Six échecs en six ans
L’économiste Joseph E.Stiglitz dresse le bilan désastreux
du FMI
La Thaïlande, la Corée, l'Indonésie, le Brésil, la Russie et aujourd'hui
l'Argentine... Partout, le Fond monétaire international applique les mêmes
recettes ultra libérales et, provoque les mêmes dégâts. Dans un récent ouvrage,
le Prix Nobel d'économie prône une autre mondialisation.
La guerre technologique moderne est conçue pour supprimer tout contact physique: les bombes
sont jetées de 15000 mètres d'altitude pour que le pilote ne "ressente" pas ce qu'il fait. La gestion
moderne de l'économie, c'est pareil. Du haut d'un hôtel de luxe, on impose sans merci des politiques
que l'on penserait à deux fois de si l'on connaissait les êtres humains dont on va ravager la vie. Prix
Nobel d'économie, conseiller de Bill Clinton, ancien vice-président de la Banque mondiale,
l'Américain Joseph E. Stiglitz trempe sa plume dans le vitriol pour dénoncer les dégâts d'une
mondialisation mal maîtrisée. De passage à Paris, l'économiste revient sur les principaux aspects de
son livre La Grande Désillusion, qui connaît un énorme succès dans le monde entier. Traduit de
l'anglais - (Etats-Unis) par Paul Chemla. Ed. Fayard, 330 p., 20.

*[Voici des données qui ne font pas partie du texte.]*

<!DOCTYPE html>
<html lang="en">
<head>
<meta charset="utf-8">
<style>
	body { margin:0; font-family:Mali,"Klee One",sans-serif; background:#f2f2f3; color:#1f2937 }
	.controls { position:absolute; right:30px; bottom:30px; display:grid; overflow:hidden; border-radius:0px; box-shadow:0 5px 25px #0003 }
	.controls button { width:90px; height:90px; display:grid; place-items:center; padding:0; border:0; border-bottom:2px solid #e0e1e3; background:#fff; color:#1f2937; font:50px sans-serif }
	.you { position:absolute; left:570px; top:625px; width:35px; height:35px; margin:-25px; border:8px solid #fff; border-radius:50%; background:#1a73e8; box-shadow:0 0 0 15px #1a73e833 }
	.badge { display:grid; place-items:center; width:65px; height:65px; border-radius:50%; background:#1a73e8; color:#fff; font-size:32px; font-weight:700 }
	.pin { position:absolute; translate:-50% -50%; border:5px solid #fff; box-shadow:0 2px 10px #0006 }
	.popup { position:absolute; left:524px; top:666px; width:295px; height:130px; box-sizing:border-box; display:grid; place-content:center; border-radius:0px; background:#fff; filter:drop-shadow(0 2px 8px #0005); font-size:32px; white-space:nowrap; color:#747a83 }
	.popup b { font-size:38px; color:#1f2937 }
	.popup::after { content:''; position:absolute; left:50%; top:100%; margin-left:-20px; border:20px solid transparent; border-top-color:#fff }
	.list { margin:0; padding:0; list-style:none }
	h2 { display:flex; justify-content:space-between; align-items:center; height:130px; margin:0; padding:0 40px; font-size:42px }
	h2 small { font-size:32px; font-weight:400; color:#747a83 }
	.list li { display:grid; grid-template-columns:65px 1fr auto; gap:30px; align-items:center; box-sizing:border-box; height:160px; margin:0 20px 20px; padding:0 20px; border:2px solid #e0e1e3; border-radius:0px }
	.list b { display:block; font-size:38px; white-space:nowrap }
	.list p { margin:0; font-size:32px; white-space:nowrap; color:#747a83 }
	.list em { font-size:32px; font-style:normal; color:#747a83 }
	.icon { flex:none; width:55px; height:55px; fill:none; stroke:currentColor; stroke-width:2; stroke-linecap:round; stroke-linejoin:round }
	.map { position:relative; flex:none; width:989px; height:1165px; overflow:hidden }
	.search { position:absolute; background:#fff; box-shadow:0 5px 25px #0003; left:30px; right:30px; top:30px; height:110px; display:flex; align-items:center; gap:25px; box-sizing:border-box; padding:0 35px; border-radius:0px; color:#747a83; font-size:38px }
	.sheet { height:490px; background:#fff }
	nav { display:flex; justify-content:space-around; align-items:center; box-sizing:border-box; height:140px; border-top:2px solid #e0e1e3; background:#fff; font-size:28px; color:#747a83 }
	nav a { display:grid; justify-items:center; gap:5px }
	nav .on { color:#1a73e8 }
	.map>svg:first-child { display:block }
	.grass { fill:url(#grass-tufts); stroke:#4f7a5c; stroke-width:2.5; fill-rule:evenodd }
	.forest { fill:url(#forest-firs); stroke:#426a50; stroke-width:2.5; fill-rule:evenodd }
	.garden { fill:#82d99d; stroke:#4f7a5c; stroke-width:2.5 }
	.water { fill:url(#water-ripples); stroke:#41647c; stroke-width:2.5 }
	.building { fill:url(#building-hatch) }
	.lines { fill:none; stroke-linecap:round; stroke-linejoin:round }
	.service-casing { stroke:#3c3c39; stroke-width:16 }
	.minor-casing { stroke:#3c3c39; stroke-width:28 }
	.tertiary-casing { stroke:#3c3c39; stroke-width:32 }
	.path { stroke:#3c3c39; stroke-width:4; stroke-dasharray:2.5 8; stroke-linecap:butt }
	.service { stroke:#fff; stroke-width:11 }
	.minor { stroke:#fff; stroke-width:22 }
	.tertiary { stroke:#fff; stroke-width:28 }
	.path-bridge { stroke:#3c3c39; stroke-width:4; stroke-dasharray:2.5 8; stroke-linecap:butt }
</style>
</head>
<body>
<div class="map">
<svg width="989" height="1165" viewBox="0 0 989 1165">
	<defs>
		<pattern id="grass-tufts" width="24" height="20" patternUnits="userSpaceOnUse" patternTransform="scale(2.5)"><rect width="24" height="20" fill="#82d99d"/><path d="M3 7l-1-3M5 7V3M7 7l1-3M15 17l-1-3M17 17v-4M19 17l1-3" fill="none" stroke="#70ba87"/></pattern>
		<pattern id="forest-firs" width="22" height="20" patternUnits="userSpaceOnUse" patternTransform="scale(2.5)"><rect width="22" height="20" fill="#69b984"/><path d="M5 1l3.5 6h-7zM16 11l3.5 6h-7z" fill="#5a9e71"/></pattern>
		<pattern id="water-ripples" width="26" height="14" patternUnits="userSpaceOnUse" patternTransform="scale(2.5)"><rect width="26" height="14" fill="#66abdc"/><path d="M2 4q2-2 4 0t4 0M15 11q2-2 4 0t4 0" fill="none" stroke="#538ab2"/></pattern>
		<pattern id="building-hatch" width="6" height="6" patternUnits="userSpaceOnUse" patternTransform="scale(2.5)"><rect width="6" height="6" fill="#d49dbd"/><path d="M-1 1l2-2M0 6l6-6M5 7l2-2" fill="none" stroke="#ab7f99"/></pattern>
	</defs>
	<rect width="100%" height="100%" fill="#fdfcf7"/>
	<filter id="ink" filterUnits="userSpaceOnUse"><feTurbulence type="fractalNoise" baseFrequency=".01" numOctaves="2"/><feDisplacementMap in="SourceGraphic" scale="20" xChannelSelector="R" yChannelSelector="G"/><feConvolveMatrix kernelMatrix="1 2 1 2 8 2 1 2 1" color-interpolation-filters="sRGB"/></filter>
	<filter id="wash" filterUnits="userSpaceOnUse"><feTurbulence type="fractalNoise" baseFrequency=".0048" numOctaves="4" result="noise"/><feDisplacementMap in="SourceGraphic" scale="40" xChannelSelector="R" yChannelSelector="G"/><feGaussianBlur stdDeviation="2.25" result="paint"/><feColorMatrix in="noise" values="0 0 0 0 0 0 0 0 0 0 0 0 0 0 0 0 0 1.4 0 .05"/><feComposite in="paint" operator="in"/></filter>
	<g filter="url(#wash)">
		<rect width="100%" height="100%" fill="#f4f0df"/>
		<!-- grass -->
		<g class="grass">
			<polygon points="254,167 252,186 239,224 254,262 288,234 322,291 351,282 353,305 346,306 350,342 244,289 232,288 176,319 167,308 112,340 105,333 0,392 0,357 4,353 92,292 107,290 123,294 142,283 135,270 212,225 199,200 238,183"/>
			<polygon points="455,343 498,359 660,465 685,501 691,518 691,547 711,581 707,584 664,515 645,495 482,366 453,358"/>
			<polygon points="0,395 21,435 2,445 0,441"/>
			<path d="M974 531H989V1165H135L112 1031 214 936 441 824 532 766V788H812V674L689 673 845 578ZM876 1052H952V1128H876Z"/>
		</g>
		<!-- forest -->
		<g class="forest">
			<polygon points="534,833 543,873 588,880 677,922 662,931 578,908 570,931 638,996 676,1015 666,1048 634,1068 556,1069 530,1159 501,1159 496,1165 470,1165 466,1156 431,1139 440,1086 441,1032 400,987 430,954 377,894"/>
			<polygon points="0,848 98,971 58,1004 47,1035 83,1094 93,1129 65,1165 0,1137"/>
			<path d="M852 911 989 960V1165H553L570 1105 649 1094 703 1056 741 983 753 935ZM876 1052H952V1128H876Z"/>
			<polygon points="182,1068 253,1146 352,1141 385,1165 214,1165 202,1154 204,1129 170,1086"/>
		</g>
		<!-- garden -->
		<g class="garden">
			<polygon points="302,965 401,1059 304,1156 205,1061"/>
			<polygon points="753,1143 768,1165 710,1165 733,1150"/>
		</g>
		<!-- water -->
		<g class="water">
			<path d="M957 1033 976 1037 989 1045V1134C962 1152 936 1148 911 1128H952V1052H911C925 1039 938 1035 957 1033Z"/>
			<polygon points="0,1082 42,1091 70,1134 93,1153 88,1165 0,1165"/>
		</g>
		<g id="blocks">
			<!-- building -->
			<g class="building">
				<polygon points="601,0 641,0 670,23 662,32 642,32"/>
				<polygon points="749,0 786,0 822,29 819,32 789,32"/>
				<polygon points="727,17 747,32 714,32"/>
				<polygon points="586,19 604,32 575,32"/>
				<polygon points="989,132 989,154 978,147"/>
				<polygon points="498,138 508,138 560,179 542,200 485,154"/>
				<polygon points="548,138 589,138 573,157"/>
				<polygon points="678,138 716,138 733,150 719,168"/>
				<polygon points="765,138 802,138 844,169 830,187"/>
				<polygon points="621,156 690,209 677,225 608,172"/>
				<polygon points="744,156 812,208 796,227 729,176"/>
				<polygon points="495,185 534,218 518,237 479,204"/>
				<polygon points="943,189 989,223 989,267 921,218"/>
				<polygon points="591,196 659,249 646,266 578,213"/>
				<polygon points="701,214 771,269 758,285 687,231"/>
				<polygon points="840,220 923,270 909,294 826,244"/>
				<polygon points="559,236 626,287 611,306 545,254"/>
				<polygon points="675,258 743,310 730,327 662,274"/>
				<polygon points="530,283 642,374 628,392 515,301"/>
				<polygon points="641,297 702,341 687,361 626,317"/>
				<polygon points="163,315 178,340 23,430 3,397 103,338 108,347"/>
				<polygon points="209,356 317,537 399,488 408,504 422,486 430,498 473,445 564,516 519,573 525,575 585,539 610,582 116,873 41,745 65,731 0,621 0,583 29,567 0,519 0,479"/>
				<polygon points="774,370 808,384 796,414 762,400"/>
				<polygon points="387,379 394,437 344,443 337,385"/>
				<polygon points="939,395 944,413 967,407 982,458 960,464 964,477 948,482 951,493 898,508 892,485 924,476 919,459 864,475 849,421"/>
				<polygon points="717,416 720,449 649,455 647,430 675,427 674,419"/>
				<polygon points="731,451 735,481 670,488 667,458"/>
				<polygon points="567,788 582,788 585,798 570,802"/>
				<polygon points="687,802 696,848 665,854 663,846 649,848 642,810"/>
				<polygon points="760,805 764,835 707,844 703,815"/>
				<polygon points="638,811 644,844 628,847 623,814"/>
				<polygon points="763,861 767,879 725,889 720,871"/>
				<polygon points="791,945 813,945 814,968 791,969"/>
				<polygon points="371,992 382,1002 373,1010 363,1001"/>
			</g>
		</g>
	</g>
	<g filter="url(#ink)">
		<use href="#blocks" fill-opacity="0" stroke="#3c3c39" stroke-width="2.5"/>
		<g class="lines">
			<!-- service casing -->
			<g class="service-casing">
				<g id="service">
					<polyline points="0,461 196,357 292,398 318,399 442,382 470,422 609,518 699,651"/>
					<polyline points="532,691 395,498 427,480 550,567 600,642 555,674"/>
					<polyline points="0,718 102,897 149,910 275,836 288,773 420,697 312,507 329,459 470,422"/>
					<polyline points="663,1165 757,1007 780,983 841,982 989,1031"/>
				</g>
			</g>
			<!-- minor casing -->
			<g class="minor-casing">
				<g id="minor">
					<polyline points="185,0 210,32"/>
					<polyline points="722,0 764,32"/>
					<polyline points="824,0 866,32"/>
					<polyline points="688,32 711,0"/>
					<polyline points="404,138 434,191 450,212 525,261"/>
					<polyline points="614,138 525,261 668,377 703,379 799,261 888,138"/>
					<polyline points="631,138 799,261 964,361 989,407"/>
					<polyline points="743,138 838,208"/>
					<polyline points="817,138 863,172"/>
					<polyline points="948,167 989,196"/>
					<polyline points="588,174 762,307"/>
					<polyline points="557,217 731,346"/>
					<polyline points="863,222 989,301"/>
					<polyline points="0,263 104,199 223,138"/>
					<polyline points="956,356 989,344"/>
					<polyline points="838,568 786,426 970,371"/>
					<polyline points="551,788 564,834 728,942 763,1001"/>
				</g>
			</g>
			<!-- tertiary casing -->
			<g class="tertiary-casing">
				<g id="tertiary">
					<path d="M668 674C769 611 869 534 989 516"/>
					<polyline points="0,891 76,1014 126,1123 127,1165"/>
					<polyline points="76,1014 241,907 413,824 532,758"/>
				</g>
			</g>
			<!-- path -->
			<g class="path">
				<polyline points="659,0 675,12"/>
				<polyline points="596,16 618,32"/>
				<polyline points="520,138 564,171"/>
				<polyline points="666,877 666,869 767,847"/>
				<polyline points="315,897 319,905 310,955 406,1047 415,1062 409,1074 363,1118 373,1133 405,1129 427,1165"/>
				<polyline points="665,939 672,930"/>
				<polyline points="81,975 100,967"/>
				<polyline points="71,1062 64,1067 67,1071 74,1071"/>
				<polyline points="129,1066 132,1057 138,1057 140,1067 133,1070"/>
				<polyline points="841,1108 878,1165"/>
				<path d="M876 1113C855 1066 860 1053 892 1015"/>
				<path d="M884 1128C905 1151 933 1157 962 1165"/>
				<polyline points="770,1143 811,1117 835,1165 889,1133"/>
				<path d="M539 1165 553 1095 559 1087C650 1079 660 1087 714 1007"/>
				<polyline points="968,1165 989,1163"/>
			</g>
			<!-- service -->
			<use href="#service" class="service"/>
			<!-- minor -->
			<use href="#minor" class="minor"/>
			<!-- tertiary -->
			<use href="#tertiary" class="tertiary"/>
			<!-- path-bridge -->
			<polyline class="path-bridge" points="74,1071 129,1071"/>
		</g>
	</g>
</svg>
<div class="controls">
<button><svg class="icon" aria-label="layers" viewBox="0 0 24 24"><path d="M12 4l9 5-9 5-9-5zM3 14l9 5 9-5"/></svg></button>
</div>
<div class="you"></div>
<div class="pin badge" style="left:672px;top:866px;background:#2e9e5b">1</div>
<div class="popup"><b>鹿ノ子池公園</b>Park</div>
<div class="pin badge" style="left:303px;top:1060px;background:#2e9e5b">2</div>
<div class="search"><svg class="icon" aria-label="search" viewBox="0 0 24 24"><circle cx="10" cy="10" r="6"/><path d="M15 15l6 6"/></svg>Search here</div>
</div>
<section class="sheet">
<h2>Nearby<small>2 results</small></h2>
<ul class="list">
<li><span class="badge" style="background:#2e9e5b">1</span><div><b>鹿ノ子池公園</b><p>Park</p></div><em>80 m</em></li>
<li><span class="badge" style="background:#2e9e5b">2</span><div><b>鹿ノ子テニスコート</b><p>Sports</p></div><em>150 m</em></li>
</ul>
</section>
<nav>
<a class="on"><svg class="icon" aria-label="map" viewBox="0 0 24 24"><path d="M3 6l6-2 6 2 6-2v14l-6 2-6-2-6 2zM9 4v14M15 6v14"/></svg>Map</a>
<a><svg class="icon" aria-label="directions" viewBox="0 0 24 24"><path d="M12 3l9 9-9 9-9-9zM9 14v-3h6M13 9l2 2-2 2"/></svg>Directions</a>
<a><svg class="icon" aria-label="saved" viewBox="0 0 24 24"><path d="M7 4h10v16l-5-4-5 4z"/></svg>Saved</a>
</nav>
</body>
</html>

Télérama : « Aujourd'hui, la mondialisation, ça ne marche pas », écrivez-vous en conclusion de
votre livre. Le propos surprend dans la bouche d'un Prix Nobel d'économie, qui plus est ancien
vlce-président de la Banque mondiale...
Joseph E. Stlglltz : Il s'agit pourtant d'un simple constat Des millions de personnes, en particulier
dans les pays en développement, ont pâti de la mondialisation. Alors qu'elles auraient dû en profiter.
L'écart entre les riches et les pauvres s'élargit. L'Afrique s'enfonce dans la misère, les revenus
s'effondrent, le niveau de vie baisse. En Russie, le passage à l'économie de marché a apporté une
pauvreté sans précédent La classe moyenne a été décimée ; un capitalisme des copains et des
mafieux s'est mis en place. Pourquoi ? C'est tout le propos de mon livre que de tenter de
comprendre les raisons de ces échecs. Car ce n'est pas la mondialisation elle-même qui est en cause.
Au contraire. S'ouvrir au commerce international a aidé de nombreux pays à se développer
beaucoup plus vite. Le problème, c'est la manière dont elle est gérée, notamment par les grandes
institutions économiques internationales.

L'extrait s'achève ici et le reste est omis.